When copying the listing below, skip every picture and repeat exactly the lines from the first one through the line that contains "position:absolute; inset:0; border:12px".
[EXERCISE INPUTS Boundary: Start]
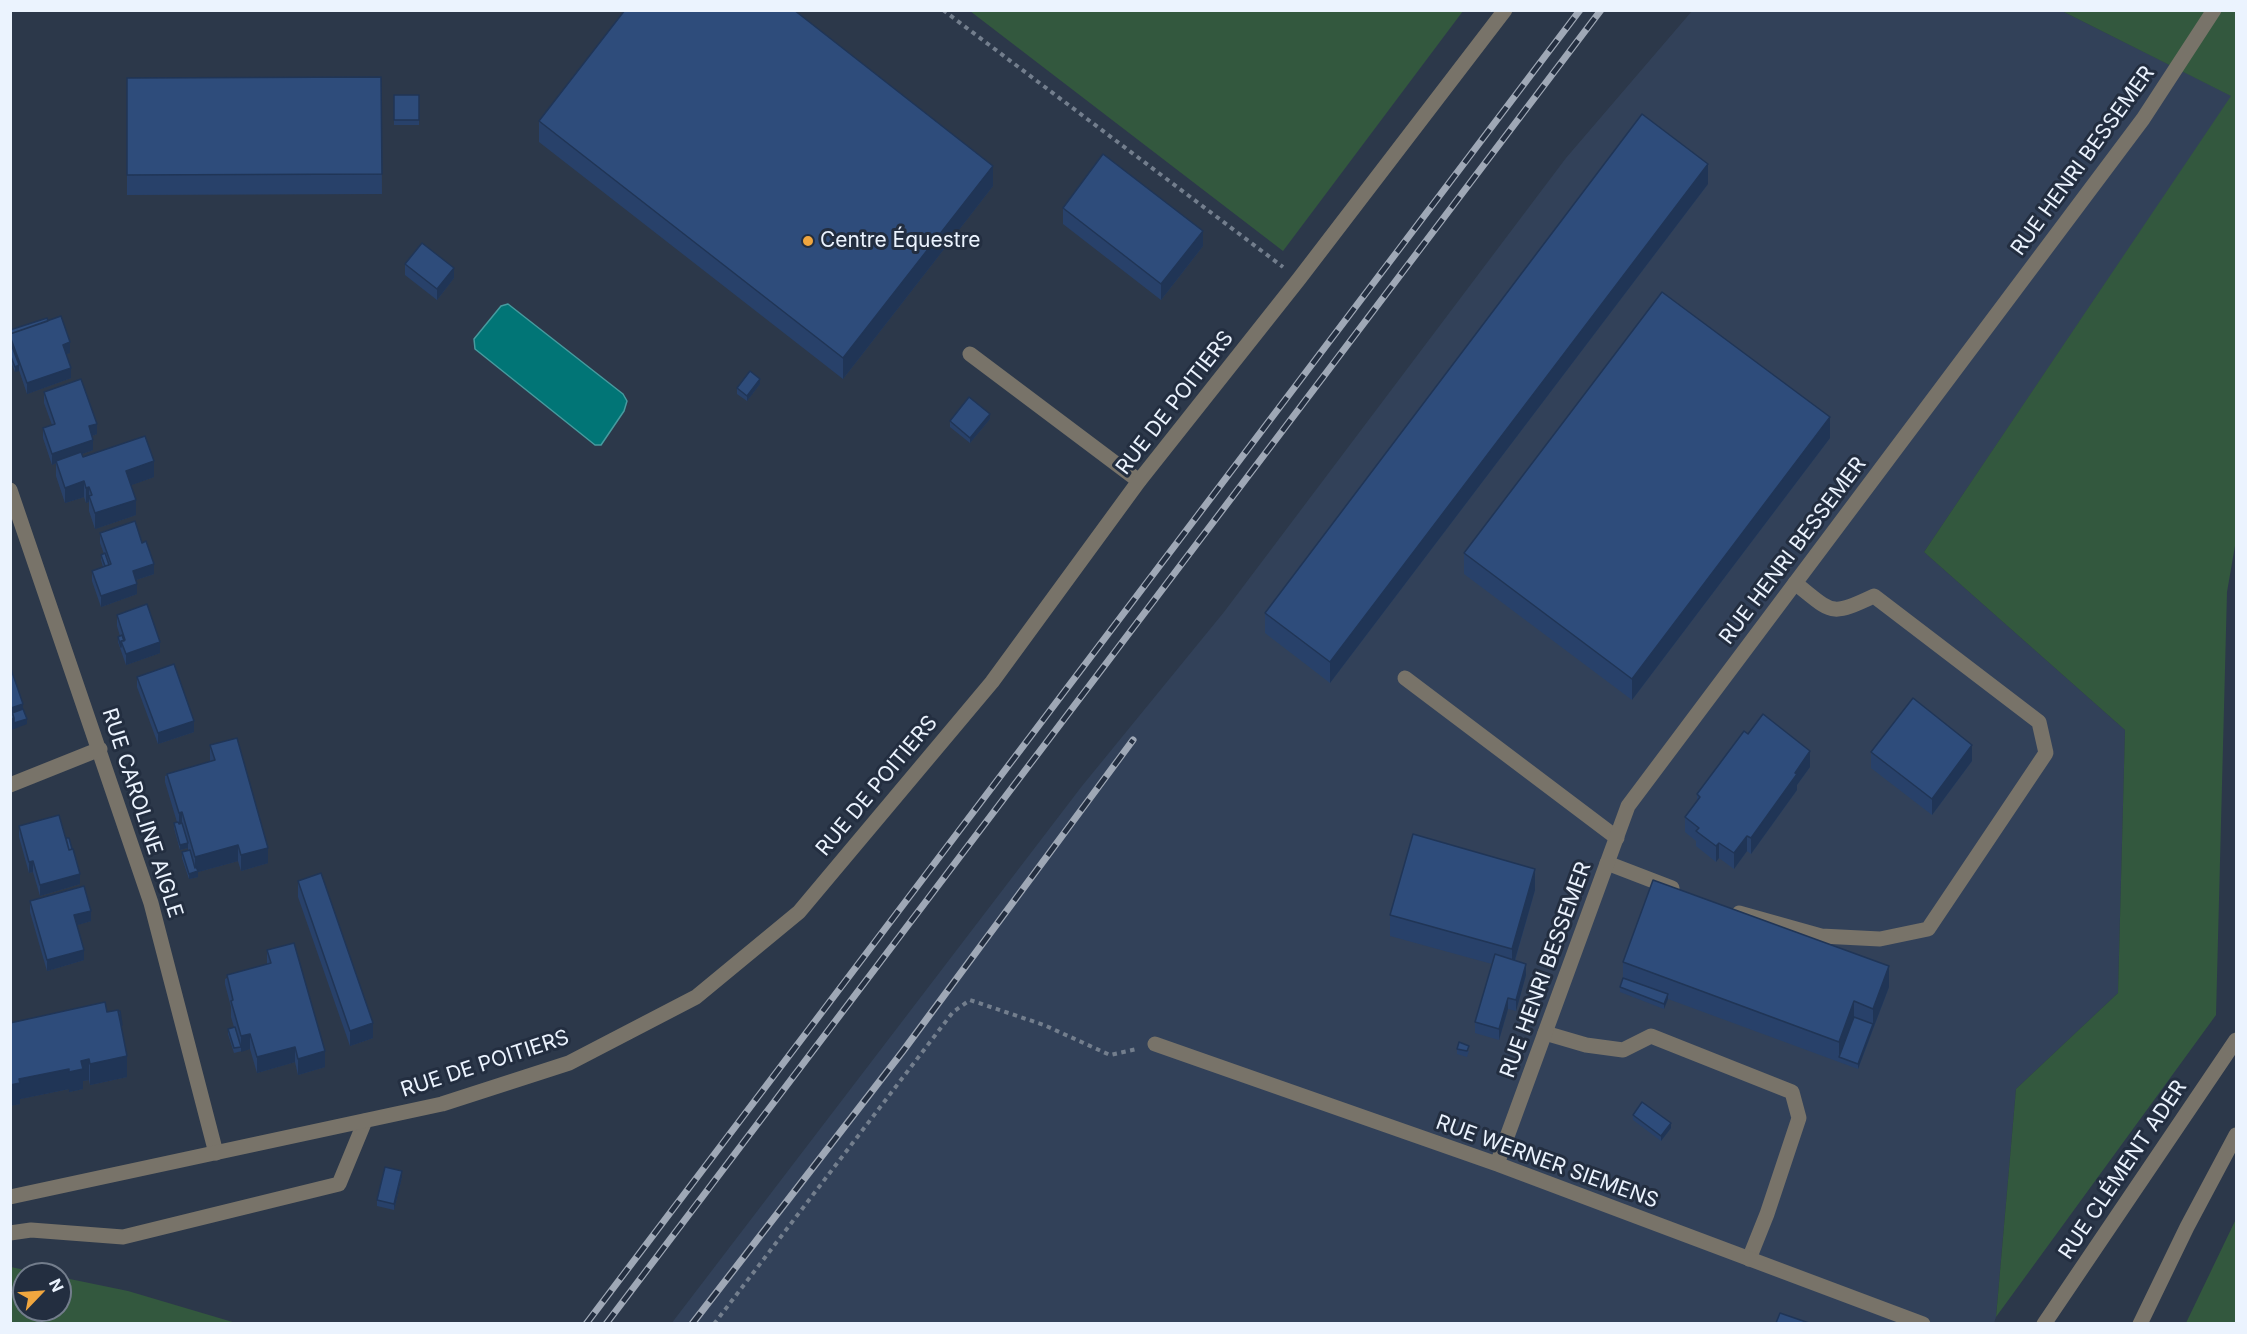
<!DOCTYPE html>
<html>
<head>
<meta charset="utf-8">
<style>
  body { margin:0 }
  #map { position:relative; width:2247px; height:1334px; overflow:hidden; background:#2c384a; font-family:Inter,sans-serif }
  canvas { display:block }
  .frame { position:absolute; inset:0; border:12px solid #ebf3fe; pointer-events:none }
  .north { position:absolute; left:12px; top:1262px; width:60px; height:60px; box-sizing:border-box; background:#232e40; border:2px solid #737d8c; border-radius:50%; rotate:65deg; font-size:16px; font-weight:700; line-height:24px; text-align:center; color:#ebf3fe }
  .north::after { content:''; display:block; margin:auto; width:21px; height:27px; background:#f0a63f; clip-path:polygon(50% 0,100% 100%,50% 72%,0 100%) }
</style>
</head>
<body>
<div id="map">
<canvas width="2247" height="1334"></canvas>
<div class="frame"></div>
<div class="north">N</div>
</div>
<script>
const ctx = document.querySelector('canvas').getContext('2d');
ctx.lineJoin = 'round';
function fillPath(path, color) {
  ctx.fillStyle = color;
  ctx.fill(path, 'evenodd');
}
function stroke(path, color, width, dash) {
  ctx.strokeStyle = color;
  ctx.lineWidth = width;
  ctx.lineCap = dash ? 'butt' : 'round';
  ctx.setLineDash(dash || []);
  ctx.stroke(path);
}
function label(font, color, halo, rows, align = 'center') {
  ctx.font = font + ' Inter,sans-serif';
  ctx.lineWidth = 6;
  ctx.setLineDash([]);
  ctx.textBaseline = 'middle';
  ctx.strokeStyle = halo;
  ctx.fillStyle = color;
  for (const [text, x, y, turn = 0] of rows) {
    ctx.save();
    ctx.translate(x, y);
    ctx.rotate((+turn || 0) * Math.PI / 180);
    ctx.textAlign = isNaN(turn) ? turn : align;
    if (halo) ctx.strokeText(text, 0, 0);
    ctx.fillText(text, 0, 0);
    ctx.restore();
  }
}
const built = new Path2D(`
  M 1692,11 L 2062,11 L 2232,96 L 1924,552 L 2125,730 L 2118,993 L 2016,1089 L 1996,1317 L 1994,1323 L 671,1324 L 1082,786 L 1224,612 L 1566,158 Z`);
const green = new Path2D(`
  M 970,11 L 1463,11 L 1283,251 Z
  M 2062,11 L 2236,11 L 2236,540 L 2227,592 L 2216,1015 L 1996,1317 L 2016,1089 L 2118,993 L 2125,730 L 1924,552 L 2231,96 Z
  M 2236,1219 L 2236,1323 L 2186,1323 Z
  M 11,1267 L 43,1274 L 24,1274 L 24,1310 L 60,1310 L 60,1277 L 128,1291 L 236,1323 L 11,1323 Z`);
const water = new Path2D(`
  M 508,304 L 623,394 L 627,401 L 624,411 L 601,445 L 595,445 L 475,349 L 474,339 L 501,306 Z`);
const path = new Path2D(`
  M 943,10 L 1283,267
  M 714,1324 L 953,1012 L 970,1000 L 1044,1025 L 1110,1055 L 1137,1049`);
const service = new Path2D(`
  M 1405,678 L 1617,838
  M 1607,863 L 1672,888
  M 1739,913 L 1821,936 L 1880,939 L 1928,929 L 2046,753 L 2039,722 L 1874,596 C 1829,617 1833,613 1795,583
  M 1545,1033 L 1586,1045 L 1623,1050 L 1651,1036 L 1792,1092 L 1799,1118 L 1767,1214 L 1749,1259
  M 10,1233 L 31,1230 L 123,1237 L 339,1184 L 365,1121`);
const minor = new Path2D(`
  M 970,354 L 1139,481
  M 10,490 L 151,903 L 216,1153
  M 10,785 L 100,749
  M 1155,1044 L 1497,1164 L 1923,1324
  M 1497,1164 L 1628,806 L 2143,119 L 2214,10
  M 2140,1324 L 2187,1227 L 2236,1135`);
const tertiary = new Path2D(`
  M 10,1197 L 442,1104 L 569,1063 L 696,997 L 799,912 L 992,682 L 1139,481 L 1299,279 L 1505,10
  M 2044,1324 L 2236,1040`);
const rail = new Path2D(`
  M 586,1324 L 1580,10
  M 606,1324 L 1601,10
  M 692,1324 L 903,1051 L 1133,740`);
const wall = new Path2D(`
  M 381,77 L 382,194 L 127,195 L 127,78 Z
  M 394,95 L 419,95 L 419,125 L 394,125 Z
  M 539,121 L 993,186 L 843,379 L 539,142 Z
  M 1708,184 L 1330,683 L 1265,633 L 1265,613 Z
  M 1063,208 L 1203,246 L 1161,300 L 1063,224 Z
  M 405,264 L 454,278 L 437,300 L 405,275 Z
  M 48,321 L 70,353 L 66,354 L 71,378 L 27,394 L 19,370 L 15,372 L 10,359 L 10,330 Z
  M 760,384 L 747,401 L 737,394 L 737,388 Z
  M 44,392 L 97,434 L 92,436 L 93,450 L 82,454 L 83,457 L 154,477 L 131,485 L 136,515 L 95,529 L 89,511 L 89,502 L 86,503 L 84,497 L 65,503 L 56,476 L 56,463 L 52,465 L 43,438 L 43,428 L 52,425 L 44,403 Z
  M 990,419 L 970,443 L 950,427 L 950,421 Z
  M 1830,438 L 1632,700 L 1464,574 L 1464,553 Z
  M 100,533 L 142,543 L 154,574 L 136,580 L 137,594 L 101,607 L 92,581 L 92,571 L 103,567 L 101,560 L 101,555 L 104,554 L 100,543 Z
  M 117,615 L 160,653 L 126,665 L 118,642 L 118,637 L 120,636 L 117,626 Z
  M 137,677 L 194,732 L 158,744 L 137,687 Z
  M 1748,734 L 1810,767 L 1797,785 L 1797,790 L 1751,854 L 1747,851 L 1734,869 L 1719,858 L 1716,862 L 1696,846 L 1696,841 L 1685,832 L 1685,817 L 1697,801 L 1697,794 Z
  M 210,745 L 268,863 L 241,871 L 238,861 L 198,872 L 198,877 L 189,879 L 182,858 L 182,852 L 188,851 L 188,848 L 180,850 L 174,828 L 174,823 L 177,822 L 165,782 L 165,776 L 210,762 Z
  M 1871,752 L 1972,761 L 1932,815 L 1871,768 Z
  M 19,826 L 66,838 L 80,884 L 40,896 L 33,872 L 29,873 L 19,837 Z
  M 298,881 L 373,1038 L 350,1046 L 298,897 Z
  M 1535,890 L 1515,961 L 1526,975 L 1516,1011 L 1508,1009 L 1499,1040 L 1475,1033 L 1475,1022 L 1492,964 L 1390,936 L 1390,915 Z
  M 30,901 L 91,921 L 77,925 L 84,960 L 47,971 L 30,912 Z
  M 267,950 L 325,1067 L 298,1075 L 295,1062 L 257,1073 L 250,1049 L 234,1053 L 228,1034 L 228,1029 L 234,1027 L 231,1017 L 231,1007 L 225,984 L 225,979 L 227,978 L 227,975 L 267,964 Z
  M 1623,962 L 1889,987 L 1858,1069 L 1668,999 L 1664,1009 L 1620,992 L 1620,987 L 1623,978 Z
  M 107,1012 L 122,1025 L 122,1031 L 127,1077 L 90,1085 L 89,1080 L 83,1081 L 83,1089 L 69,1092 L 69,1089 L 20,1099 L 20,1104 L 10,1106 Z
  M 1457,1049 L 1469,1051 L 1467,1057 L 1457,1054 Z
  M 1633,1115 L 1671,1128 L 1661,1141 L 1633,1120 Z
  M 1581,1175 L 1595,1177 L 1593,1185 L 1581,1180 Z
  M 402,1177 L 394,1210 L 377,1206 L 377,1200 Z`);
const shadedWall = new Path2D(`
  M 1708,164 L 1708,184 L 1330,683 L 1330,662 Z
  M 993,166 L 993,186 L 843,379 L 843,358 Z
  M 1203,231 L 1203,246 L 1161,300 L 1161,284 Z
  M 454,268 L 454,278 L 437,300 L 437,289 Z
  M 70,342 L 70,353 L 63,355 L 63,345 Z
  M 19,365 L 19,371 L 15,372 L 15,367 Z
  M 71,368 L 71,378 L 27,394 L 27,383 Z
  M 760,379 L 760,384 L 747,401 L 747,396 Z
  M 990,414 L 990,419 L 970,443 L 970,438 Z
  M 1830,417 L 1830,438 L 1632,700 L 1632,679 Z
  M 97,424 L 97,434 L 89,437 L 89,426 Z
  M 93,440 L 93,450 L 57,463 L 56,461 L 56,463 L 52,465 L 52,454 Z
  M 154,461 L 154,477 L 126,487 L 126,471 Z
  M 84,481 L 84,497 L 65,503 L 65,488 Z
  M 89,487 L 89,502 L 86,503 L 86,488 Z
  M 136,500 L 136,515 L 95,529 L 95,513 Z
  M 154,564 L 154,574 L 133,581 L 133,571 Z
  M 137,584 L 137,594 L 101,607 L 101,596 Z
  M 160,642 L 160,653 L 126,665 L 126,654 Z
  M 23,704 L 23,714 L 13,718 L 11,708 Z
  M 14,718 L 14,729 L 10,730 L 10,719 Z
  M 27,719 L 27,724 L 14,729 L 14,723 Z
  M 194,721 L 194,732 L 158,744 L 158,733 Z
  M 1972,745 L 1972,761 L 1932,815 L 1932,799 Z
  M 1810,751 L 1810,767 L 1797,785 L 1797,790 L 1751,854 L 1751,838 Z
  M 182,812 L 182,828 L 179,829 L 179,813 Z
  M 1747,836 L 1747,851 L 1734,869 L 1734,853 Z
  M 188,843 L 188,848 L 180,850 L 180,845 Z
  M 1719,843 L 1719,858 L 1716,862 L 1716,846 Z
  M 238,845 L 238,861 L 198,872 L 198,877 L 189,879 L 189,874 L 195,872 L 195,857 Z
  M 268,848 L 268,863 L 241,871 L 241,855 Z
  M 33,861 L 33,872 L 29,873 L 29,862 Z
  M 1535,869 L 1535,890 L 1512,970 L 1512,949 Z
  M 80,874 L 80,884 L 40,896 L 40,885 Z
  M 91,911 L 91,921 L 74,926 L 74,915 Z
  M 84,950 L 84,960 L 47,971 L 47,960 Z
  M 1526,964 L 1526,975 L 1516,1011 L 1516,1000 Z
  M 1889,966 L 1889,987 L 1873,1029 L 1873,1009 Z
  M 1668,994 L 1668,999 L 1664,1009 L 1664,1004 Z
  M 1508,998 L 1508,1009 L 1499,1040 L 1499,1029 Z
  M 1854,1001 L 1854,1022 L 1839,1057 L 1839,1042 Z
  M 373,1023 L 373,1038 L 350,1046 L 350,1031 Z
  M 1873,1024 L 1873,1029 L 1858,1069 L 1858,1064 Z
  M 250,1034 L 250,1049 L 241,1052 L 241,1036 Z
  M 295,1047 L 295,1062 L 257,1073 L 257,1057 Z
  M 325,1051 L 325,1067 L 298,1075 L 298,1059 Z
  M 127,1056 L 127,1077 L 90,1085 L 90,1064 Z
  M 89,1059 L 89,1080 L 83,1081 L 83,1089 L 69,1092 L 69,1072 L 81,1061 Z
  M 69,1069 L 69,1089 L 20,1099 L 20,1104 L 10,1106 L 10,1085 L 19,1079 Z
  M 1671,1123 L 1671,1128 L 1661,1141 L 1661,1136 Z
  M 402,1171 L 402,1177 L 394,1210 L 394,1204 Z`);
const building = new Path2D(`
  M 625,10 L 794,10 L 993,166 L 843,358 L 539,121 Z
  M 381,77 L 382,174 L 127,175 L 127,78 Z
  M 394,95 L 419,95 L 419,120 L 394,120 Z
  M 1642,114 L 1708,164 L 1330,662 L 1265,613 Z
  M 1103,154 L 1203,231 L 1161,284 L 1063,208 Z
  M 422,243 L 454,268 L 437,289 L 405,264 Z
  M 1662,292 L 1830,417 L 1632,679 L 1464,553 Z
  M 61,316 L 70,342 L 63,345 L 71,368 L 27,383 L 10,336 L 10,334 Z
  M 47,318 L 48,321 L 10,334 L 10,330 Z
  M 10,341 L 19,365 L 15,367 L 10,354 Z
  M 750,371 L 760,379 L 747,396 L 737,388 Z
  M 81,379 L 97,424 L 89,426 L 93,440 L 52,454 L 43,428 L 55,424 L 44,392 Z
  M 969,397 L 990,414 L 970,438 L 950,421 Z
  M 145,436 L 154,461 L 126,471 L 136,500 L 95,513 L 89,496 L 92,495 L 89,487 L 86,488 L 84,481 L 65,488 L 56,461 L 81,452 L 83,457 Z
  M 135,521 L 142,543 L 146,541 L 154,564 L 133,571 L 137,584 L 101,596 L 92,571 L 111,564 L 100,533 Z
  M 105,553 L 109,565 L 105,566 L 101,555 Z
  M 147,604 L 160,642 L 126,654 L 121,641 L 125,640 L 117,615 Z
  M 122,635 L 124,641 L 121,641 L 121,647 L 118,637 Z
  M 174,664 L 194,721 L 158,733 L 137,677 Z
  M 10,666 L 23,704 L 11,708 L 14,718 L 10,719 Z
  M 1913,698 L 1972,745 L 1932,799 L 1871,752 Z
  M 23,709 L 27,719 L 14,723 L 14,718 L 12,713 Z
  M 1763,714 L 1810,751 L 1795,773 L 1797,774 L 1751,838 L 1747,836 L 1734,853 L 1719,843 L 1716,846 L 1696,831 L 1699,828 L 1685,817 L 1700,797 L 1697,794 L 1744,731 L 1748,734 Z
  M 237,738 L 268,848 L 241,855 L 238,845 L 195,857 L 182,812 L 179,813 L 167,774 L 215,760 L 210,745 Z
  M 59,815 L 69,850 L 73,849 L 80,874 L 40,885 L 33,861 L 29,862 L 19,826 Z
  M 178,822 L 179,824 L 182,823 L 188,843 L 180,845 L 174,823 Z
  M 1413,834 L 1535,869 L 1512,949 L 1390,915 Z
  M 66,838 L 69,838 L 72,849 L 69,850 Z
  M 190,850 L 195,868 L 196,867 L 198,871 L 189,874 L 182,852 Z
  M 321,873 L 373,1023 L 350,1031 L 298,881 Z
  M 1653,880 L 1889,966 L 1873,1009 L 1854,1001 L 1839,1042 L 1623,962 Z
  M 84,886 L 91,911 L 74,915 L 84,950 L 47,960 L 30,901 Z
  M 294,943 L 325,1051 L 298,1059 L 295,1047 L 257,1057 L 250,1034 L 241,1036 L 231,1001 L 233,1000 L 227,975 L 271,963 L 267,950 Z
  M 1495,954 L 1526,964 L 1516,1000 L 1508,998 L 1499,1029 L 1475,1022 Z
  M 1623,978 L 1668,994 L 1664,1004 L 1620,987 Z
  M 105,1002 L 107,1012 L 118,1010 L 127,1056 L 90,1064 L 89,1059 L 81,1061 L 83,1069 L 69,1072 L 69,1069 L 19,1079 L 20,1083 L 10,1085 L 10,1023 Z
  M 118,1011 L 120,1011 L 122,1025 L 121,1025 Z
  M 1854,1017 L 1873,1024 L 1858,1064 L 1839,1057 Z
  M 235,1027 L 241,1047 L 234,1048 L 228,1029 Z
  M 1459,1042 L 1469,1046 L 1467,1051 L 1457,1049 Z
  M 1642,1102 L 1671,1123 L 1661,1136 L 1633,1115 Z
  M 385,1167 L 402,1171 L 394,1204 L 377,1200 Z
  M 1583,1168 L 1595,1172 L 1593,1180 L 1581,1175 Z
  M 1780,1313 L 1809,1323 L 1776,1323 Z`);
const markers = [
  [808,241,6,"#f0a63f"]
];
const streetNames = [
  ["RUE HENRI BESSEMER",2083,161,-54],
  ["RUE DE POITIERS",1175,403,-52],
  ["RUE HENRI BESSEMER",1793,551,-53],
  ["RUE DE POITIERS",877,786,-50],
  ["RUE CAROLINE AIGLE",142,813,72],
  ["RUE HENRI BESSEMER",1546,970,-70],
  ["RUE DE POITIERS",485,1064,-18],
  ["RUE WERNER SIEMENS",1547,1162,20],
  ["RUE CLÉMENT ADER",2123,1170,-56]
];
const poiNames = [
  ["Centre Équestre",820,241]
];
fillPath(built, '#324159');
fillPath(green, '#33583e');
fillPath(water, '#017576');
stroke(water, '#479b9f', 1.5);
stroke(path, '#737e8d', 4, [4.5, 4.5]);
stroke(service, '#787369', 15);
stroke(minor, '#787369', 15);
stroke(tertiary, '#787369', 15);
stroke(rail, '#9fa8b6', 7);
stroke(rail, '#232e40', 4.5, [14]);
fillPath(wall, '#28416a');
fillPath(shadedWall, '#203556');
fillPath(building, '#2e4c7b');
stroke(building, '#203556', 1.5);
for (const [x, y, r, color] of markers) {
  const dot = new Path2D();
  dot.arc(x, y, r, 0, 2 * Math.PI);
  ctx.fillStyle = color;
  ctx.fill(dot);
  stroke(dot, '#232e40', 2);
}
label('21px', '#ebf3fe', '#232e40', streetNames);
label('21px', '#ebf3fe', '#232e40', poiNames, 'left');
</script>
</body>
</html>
[EXERCISE INPUTS Boundary: End]
* **RESPONSE**
<!DOCTYPE html>
<html>
<head>
<meta charset="utf-8">
<style>
  body { margin:0 }
  #map { position:relative; width:2247px; height:1334px; overflow:hidden; background:#2c384a; font-family:Inter,sans-serif }
  canvas { display:block }
  .frame { position:absolute; inset:0; border:12px solid #ebf3fe; pointer-events:none }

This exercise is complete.